Hierzu findet aktuell eine Projektantragsvorbereitung unter Einbeziehung der relevanten Stakeholder statt. Die Federführung hat die Slowakei. Auch Österreich ist beteiligt. Baden-Württemberg als Koordinator der PA 8 begleitet das Projekt und bietet mit seinen Ministerien Unterstützung an.

Aber auch in anderen Sektoren gibt es vielversprechende Ansätze: so arbeiten beispielsweise die Stiftung Liebenau und der Verband sozialer NGOs in Bulgarien gemeinsam an einem beruflichen  Ausbildungskonzept für soziale Berufe in Bulgarien, um den Fachkräftemangel vor Ort etwa in den Bereichen der Alten- und Behindertenhilfe zu lindern.

Kommende Herausforderungen

Meine Damen und Herren, Sie sehen, es geht einiges voran im Donauraum – trotzdem werden die Bekämpfung von Fachkräftemangel und Jugendarbeitslosigkeit im Rahmen der EU Strategie für den Donauraum noch jahrelang spannende Themen bleiben.

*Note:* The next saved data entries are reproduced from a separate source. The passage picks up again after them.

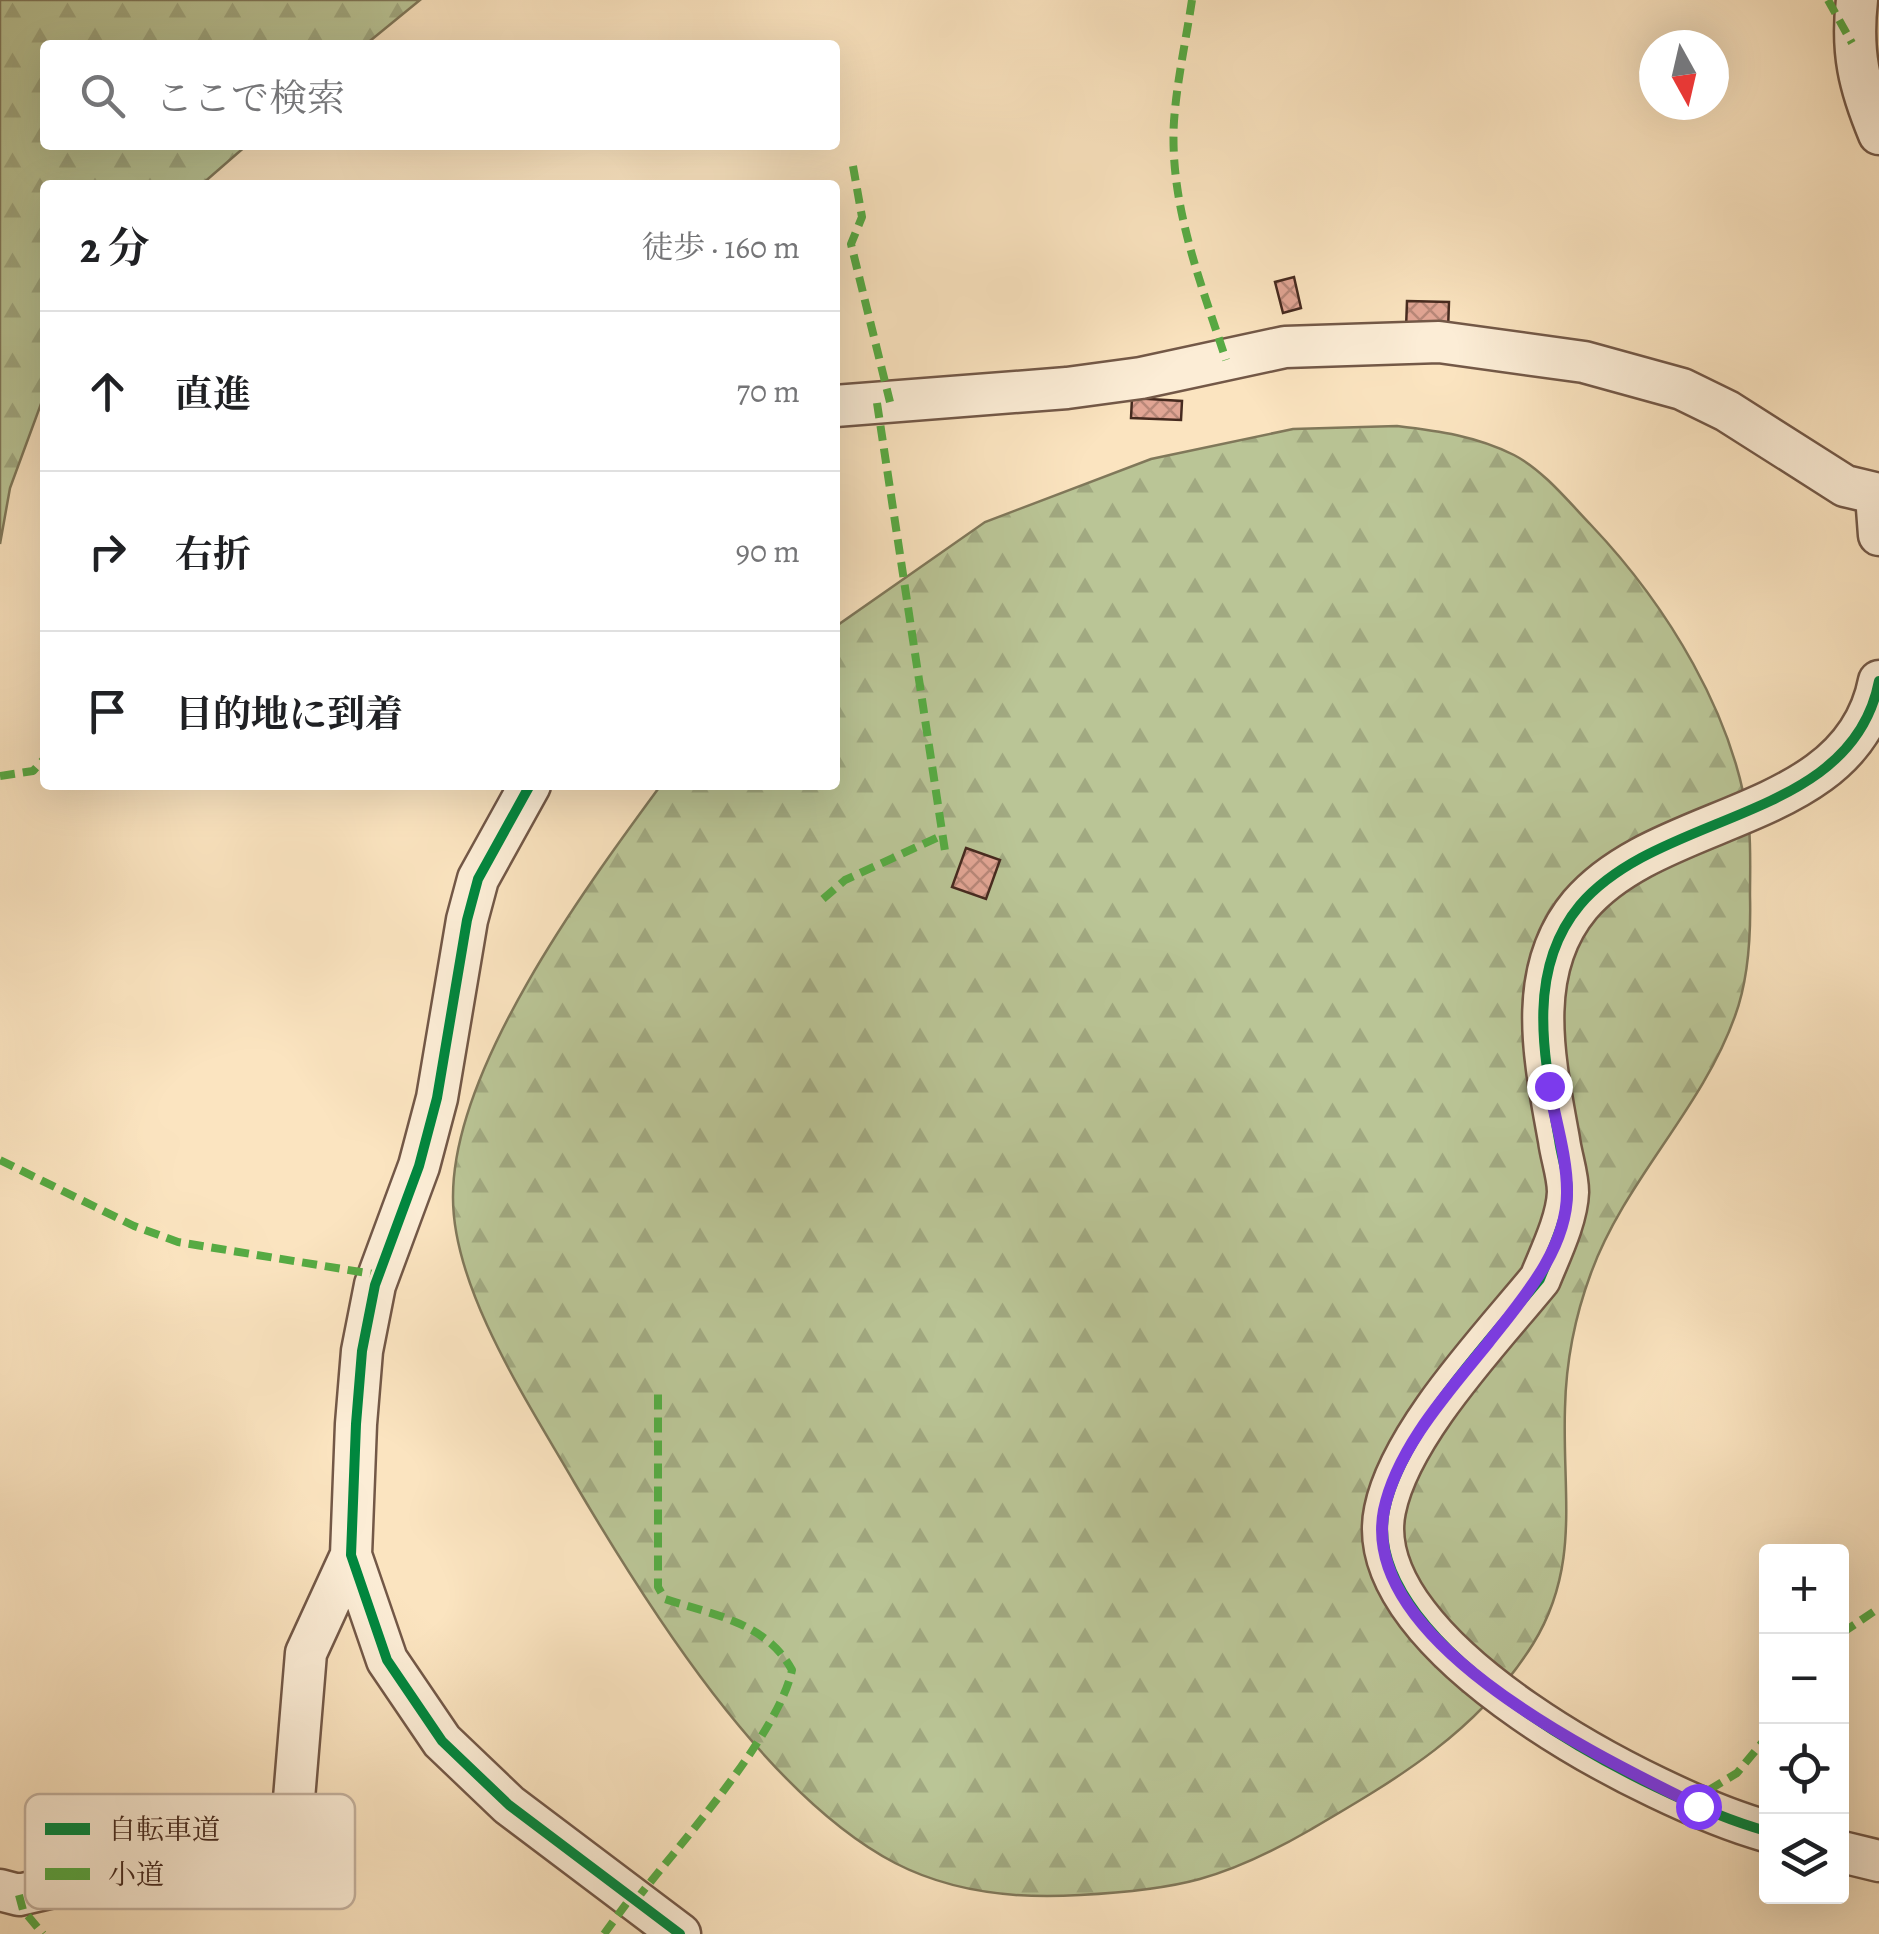 <!DOCTYPE html>
<html lang="ja">
<head>
<meta charset="utf-8">
<style>
	:root { --surface:#fff; --page:#f6f6f6; --text:#202124; --muted:#757577; --line:#e0e0e0 }
	body { margin:0; font-family:Alegreya,"Noto Serif JP",serif; background:var(--page); color:var(--text) }
	.controls { position:absolute; right:30px; bottom:30px; display:grid; overflow:hidden; border-radius:10px; box-shadow:0 10px 40px #0002 }
	.controls button { width:90px; height:90px; display:grid; place-items:center; padding:0; border:0; border-bottom:2px solid var(--line); background:var(--surface); color:var(--text); font:50px sans-serif }
	.compass { position:absolute; left:1639px; top:30px; width:90px; height:90px; border-radius:50%; background:var(--surface); box-shadow:0 10px 40px #0002; rotate:172deg }
	.stop { position:absolute; width:30px; height:30px; margin:-22px; border:8px solid #7c3aed; border-radius:50%; background:#fff }
	.stop.end { background:#7c3aed; border-color:#fff; box-shadow:0 2px 10px #0008 }
	.list { margin:0; padding:0; list-style:none }
	h2 { display:flex; justify-content:space-between; align-items:center; height:130px; margin:0; padding:0 40px; font-size:42px }
	h2 small { font-size:32px; font-weight:400; color:var(--muted) }
	.list li { display:grid; grid-template-columns:65px 1fr auto; gap:30px; align-items:center; box-sizing:border-box; height:160px; padding:0 40px; border-top:2px solid var(--line) }
	.list b { display:block; font-size:38px; white-space:nowrap }
	.list em { font-size:32px; font-style:normal; color:var(--muted) }
	.icon { flex:none; width:55px; height:55px; fill:none; stroke:currentColor; stroke-width:2; stroke-linecap:round; stroke-linejoin:round }
	.map { position:relative; flex:none; width:1879px; height:1934px; overflow:hidden }
	.search { position:absolute; background:var(--surface); box-shadow:0 10px 40px #0002; left:40px; top:40px; width:800px; height:110px; display:flex; align-items:center; gap:25px; box-sizing:border-box; padding:0 35px; border-radius:10px; color:var(--muted); font-size:38px }
	.panel { position:absolute; background:var(--surface); box-shadow:0 10px 40px #0002; left:40px; top:180px; width:800px; height:610px; border-radius:10px }
	.map>svg:first-child { display:block }
	.forest { fill:url(#forest-firs); stroke:#80785a; stroke-width:2.5 }
	.building { fill:url(#building-cross-hatch); stroke:#462a1f; stroke-width:2.5 }
	.lines { fill:none; stroke-linecap:round; stroke-linejoin:round }
	.street-casing { stroke:#735847; stroke-width:45 }
	.street { stroke:#fcedd6; stroke-width:40 }
	.quiet { stroke:#56ab43; stroke-width:8; stroke-dasharray:15 8; stroke-linecap:butt }
	.cycleway-casing { stroke:#fcedd6; stroke-width:16 }
	.cycleway { stroke:#00873e; stroke-width:10 }
	.route { stroke:#7c3aed; stroke-width:12 }
	.key { fill:#fcedd6; stroke:#c5b29f; stroke-width:2.5 }
	.key-label { font-size:28px; fill:#462a1f }
</style>
</head>
<body>
<div class="map">
<svg width="1879" height="1934" viewBox="0 0 1879 1934">
	<defs>
		<pattern id="forest-firs" width="22" height="20" patternUnits="userSpaceOnUse" patternTransform="scale(2.5)"><rect width="22" height="20" fill="#bac596"/><path d="M5 1l3.5 6h-7zM16 11l3.5 6h-7z" fill="#a1a981"/></pattern>
		<pattern id="building-cross-hatch" width="8" height="8" patternUnits="userSpaceOnUse" patternTransform="scale(2.5)"><rect width="8" height="8" fill="#e1a594"/><path d="M0 0l8 8M0 8l8-8" fill="none" stroke="#b88778"/></pattern>
	</defs>
	<rect width="100%" height="100%" fill="#fbe4c0"/>
	<filter id="stains"><feTurbulence type="fractalNoise" baseFrequency=".002" numOctaves="4"/><feColorMatrix values="0 0 0 0 .2 0 0 0 0 .09 0 0 0 0 .02 0 0 0 .5 -.17"/></filter>
	<radialGradient id="worn" r=".72"><stop offset=".6" stop-color="#630" stop-opacity="0"/><stop offset="1" stop-color="#630" stop-opacity=".3"/></radialGradient>
	<path class="forest" d="M0,0h420l-55,45h-320v100h202l-46,40h-156v208l-35,95 -10,56z
		M1397,426c42,5 79,10 117,29 29,15 54,46 77,70 75,79 145,191 158,302 2,23 1,47 1,69 1,40 -1,82 -15,120 -33,93 -110,164 -144,257 -16,43 -25,89 -26,135 -3,86 16,158 -32,236 -55,88 -136,135 -223,186 -85,49 -132,60 -230,65 -62,4 -129,-3 -185,-32 -130,-68 -248,-257 -321,-381 -45,-78 -121,-192 -121,-284 -1,-130 133,-311 208,-413h174v-158l150,-105 166,-63 142,-30z"/>
	<path class="building" d="M1294,277l7,31 -18,5 -8,-31z
		M1407,301l42,1 -1,28 -42,-1z
		M1132,398l50,3 -1,19 -50,-2z
		M966,848l34,12 -14,39 -34,-12z"/>
	<g class="lines">
		<g class="street-casing">
			<path id="street" d="M1857,0c-6,52 2,86 22,134
				M835,406l232,-18 74,-10 144,-31 154,-5 145,20 98,27 45,22 118,75 34,8
				M1876,495l3,40
				M530,785l-52,94 -11,41 -30,178 -18,68 -44,119 -13,66 -6,73 -5,131 36,105 55,81 67,64 171,129
				M1766,1831c-108,-30 -410,-183 -381,-321 15,-76 106,-171 155,-231 10,-25 27,-59 28,-87 0,-17 -7,-36 -9,-52 -14,-78 -35,-168 21,-235 81,-95 272,-83 299,-224
				M1842,1852l37,9
				M0,1890l19,5 167,-39 89,-9 17,-24 14,-170 45,-98"/>
		</g>
		<use href="#street" class="street"/>
		<path class="quiet" d="M1192,0c-6,40 -15,80 -18,121 -5,83 27,162 52,239
			M1828,0l24,43
			M853,166l9,51 -11,27 39,158
			M877,403l68,448
			M0,776l33,-5 12,-13
			M823,899l22,-19 98,-45
			M0,1160l134,66 44,16 201,33
			M1842,1633l37,-25
			M1689,1802l48,-29 29,-35
			M19,1895l4,15 20,24
			M636,1900c44,-56 142,-165 156,-230 -26,-48 -79,-55 -127,-71l-7,-12v-194
			M604,1934l28,-38"/>
		<g class="cycleway-casing">
			<path id="cycleway" d="M530,785l-52,94 -11,41 -30,178 -18,68 -44,119 -13,66 -6,73 -5,131 36,105 55,81 67,64 171,129
				M1766,1831c-108,-30 -410,-183 -381,-321 15,-76 106,-171 155,-231 10,-25 27,-59 28,-87 0,-17 -7,-36 -9,-52 -14,-78 -35,-168 21,-235 81,-95 272,-83 299,-224"/>
		</g>
		<use href="#cycleway" class="cycleway"/>
	</g>
	<g class="lines">
		<path class="route" d="M1549,1086c6,33 18,71 18,105 1,58 -46,110 -79,152 -39,48 -91,105 -104,167 -26,133 218,248 314,296"/>
	</g>
	<rect x="25" y="1794" width="330" height="115" rx="15" class="key"/>
	<rect x="45" y="1823" width="45" height="12" fill="#00873e"/>
	<rect x="45" y="1868" width="45" height="12" fill="#56ab43"/>
	<g class="key-label">
		<text x="108" y="1839">自転車道</text>
		<text x="108" y="1884">小道</text>
	</g>
	<rect width="100%" height="100%" filter="url(#stains)"/>
	<rect width="100%" height="100%" fill="url(#worn)"/>
</svg>
<div class="controls">
<button>+</button>
<button>−</button>
<button><svg class="icon" aria-label="locate" viewBox="0 0 24 24"><circle cx="12" cy="12" r="6"/><path d="M12 2v4M12 18v4M2 12h4M18 12h4"/></svg></button>
<button><svg class="icon" aria-label="layers" viewBox="0 0 24 24"><path d="M12 4l9 5-9 5-9-5zM3 14l9 5 9-5"/></svg></button>
</div>
<svg class="compass" viewBox="-18 -18 36 36"><path d="M0-13l5 13h-10z" fill="#e53935"/><path d="M0 13l5-13h-10z" fill="#757577"/></svg>
<div class="stop" style="left:1698px;top:1806px"></div>
<div class="stop end" style="left:1549px;top:1086px"></div>
<div class="search"><svg class="icon" aria-label="search" viewBox="0 0 24 24"><circle cx="10" cy="10" r="6"/><path d="M15 15l6 6"/></svg>ここで検索</div>
<section class="panel">
<h2>2 分<small>徒歩 · 160 m</small></h2>
<ul class="list">
<li><svg class="icon" aria-label="ahead" viewBox="0 0 24 24"><path d="M12 20V5M6 11l6-6 6 6"/></svg><div><b>直進</b></div><em>70 m</em></li>
<li><svg class="icon" aria-label="right" viewBox="0 0 24 24"><path d="M7 20v-9h11M14 6l5 5-5 5"/></svg><div><b>右折</b></div><em>90 m</em></li>
<li><svg class="icon" aria-label="arrive" viewBox="0 0 24 24"><path d="M6 21V4h12l-3 4 3 4H6"/></svg><div><b>目的地に到着</b></div></li>
</ul>
</section>
</div>
</body>
</html>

Die wesentliche Herausforderung im Donauraum wird künftig darin bestehen, das Engagement in bestehenden regionalen Pilotprojekten aufzugreifen, mit nationalen Strukturen und Systemen zu verbinden und beispielsweise einheitliche Prüfungsordnungen und Standards zu entwickeln. Andernfalls besteht die Gefahr, dass es zu einem Flickenteppich unterschiedlichster Lösungen und Standards kommt, in dem die großen Unternehmen ihre Fachkräfte nach Bedarf komplett selbst ausbilden, ohne ausreichende Vergleichbarkeit der Abschlüsse oder Einbeziehung der kleinen und mittelständischen Unternehmen.

Gleichzeitig gilt es, angesichts des bevorstehenden Fachkräftemangels insbesondere im Bereich der Facharbeiter sowohl in Baden-Württemberg als auch in unseren Partnerländern für die Attraktivität der qualifizierten Berufsausbildung zu werben.

Dazu ist mit der heutigen Veranstaltung auf der Didacta ein exzellenter Treffpunkt gewählt worden. Die Didacta mit ihren rund 900 Ausstellern und mehr als 90.000 Besuchern ist Europas größter Bildungsmarkt. Es freut mich sehr, wenn die Veranstaltung heute dazu beitragen kann, die Öffentlichkeit und Unternehmen über das wirtschaftliche Potenzial des Donauraums zu informieren und Kooperationen im Bildungsbereich und in der Wirtschaft anzuregen.

Besonderes Potential besteht dabei insbesondere durch den Austausch von Erfahrungen bei der Entwicklung und dem Ausbau einer praxisorientierten beruflich qualifizierten Ausbildung. Unterschiedliche Akteure, die sich in diesem Bereich im Rahmen der Donauraumstrategie der EU engagiereAn und Projekte entwickeln wollen, kommen direkt ins Gespräch – und ich erhoffe mir, dass daraus starke Impulse für die berufliche Bildung im ganzen Donauraum hervorgehen.

Ich bedanke mich für Ihr Kommen und wünsche Ihnen einen spannenden und inspirierenden Tag. Nutzen Sie die Didacta bei der Erweiterung ihres internationalen Netzwerks und für die Entwicklung künftiger Kooperationen im Donauraum. An Gesprächspartnern und Ideen mangelt es hier sicherlich nicht.